He was giving his farewell address at the National Press Club, and he ended by fervently addressing his colleagues in Congress: "How do you use these tools we have given you to make us safe in such a manner that will preserve our freedom? . . . Freedom is no policy for the timid. And my plaintive plea to all my colleagues that remain in this government as I leave it is, for our sake, for my sake, for heaven's sake, don't give up on freedom!"
This latter-day Minuteman was the very conservative House majority leader, Dick Armey. The same Dick Armey who, while still in office, defied George W. Bush and John Ashcroft by tearing out a provision of the "Freedom and Security" section of the administration's Homeland Security Bill, a plan ("Operation Tips") that would have given millions of Americans the authority to formally report, via a toll-free number, "suspicious" or "unusual" activity (otherwise undefined) that struck them as terrorist-related.

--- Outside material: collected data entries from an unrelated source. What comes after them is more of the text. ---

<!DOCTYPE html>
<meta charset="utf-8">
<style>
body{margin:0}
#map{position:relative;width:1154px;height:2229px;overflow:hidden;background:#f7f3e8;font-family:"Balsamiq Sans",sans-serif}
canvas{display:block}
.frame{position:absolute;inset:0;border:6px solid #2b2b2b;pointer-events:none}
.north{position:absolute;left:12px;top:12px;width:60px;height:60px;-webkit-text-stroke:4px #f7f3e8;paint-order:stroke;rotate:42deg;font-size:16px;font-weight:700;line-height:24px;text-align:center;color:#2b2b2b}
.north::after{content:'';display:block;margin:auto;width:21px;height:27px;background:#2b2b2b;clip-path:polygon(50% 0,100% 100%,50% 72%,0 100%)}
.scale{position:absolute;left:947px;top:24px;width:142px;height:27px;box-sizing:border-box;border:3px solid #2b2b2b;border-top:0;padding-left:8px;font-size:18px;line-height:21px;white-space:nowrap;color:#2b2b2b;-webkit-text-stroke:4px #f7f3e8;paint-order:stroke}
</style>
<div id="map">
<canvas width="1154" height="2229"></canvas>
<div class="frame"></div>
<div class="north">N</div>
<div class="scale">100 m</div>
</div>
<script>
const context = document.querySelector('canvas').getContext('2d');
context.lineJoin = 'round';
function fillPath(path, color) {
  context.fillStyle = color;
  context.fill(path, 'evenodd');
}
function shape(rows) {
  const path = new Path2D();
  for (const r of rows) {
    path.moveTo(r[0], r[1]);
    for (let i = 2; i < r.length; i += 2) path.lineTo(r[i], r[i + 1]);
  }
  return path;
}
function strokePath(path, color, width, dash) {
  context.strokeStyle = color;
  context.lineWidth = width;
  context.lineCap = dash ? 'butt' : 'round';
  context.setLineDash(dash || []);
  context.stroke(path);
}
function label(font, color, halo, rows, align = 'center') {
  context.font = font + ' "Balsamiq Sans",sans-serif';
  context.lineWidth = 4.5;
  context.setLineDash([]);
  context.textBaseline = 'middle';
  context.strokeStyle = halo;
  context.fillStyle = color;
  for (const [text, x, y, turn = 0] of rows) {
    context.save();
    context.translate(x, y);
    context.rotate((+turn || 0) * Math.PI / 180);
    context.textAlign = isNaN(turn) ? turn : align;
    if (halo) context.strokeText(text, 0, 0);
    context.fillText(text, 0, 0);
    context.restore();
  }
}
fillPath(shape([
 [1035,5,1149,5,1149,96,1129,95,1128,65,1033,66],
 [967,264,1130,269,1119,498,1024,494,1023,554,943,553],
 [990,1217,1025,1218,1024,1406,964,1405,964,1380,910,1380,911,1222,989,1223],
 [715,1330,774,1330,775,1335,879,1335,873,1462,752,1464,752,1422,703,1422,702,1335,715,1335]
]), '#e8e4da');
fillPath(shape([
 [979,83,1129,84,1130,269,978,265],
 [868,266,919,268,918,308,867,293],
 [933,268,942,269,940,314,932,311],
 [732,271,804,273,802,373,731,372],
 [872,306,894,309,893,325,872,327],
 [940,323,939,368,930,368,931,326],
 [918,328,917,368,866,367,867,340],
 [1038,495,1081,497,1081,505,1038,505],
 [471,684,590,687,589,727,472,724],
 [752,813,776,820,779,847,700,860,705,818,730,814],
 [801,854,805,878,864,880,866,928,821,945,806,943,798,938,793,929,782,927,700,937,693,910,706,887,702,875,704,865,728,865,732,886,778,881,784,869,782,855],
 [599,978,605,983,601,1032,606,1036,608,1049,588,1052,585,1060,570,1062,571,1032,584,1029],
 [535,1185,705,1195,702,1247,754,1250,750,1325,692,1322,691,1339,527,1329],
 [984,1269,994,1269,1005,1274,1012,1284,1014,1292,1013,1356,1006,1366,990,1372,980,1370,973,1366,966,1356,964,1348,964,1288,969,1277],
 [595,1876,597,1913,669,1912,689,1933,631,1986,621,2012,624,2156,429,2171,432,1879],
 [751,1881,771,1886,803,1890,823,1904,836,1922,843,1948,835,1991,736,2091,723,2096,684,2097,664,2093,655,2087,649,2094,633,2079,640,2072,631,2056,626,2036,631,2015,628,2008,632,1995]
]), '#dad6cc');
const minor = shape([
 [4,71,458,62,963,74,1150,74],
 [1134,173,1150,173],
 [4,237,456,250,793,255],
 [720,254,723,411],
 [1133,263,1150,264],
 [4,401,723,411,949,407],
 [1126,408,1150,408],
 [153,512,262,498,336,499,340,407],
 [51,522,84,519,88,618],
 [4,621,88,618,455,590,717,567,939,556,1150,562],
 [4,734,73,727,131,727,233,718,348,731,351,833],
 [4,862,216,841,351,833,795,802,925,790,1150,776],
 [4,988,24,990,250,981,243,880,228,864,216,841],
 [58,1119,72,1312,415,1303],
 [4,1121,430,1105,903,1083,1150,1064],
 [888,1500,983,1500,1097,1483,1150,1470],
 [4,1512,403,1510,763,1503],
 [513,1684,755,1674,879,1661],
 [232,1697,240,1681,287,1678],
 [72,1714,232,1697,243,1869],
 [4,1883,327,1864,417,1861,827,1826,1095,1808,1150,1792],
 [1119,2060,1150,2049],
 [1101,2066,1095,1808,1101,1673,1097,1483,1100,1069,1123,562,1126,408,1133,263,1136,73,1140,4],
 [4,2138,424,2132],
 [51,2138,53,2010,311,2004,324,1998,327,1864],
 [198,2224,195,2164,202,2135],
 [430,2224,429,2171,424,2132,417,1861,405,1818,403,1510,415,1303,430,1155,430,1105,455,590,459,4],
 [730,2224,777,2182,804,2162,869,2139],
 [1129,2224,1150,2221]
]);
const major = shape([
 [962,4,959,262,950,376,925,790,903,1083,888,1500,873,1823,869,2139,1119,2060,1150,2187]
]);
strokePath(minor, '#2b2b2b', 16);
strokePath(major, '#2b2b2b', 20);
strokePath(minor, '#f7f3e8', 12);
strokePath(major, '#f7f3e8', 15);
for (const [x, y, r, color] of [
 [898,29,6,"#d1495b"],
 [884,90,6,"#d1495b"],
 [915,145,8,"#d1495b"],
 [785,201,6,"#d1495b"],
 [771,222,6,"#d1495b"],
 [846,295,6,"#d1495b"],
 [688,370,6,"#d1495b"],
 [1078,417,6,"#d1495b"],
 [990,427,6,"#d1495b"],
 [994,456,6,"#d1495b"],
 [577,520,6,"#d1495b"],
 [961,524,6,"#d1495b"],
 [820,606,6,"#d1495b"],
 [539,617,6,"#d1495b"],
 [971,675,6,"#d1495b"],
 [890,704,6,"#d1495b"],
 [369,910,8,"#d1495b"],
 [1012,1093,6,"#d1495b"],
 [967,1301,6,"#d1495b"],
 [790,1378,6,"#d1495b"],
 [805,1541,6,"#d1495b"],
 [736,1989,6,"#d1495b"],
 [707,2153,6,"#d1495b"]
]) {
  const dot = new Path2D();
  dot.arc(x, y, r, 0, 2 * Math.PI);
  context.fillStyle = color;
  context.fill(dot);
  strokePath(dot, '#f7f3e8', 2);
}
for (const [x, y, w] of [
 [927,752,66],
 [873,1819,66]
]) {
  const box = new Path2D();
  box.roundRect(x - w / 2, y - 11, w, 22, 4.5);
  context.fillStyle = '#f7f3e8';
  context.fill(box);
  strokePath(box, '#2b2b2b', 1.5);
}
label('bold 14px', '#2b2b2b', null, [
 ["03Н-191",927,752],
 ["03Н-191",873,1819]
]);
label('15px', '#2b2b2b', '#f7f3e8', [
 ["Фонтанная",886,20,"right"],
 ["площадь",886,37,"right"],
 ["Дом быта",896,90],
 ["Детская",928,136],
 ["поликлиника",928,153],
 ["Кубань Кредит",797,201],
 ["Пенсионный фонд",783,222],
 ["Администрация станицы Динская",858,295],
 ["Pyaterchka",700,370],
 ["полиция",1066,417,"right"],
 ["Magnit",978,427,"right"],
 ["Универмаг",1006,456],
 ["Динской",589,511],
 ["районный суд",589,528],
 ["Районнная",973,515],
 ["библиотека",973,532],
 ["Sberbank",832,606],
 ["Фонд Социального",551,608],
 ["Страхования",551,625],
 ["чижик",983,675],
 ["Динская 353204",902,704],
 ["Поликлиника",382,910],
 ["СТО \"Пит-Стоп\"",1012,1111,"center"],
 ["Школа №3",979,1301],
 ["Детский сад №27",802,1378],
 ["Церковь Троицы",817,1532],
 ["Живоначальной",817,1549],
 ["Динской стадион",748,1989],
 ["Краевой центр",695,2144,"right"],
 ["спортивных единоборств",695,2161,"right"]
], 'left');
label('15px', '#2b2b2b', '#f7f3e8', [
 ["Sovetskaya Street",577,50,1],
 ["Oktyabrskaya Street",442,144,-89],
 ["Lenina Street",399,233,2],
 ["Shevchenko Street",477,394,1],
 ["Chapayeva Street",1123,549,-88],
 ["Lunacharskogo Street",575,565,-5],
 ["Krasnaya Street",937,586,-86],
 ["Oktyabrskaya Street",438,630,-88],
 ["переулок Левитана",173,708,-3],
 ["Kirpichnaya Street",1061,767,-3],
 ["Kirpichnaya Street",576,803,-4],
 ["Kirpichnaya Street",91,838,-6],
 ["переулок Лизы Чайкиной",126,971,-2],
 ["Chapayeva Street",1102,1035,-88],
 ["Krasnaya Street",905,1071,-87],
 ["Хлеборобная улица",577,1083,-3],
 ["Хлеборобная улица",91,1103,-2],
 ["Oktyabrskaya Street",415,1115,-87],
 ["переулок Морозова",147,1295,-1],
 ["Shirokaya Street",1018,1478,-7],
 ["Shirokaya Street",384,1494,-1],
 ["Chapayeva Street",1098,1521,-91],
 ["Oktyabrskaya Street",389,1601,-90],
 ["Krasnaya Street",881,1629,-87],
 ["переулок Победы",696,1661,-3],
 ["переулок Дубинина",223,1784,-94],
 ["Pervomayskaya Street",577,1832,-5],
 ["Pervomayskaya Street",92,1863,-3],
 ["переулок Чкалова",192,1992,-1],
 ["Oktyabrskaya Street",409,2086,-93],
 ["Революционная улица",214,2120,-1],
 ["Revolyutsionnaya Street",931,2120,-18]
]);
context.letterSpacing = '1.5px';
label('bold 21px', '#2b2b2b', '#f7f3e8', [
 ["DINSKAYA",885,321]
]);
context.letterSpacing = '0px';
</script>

Roared Representative Armey as he killed that section, at least for a time: "Citizens will not be informants!" At the same time, Democratic congressional leaders Tom Daschle and Dick Gephardt were both conspicuously silent on "Operation Tips."
In the current Democrat-controlled Congress, what will the leadership do regarding the FBI's STAR program and the surveillance of American citizens from on high by spy satellites? I know I can count on senators Pat Leahy and Ron Wydenbut how many other Democrats, fearful of being tarred as soft on terrorism by our commander-in-chief, will once more refuse to take a stand?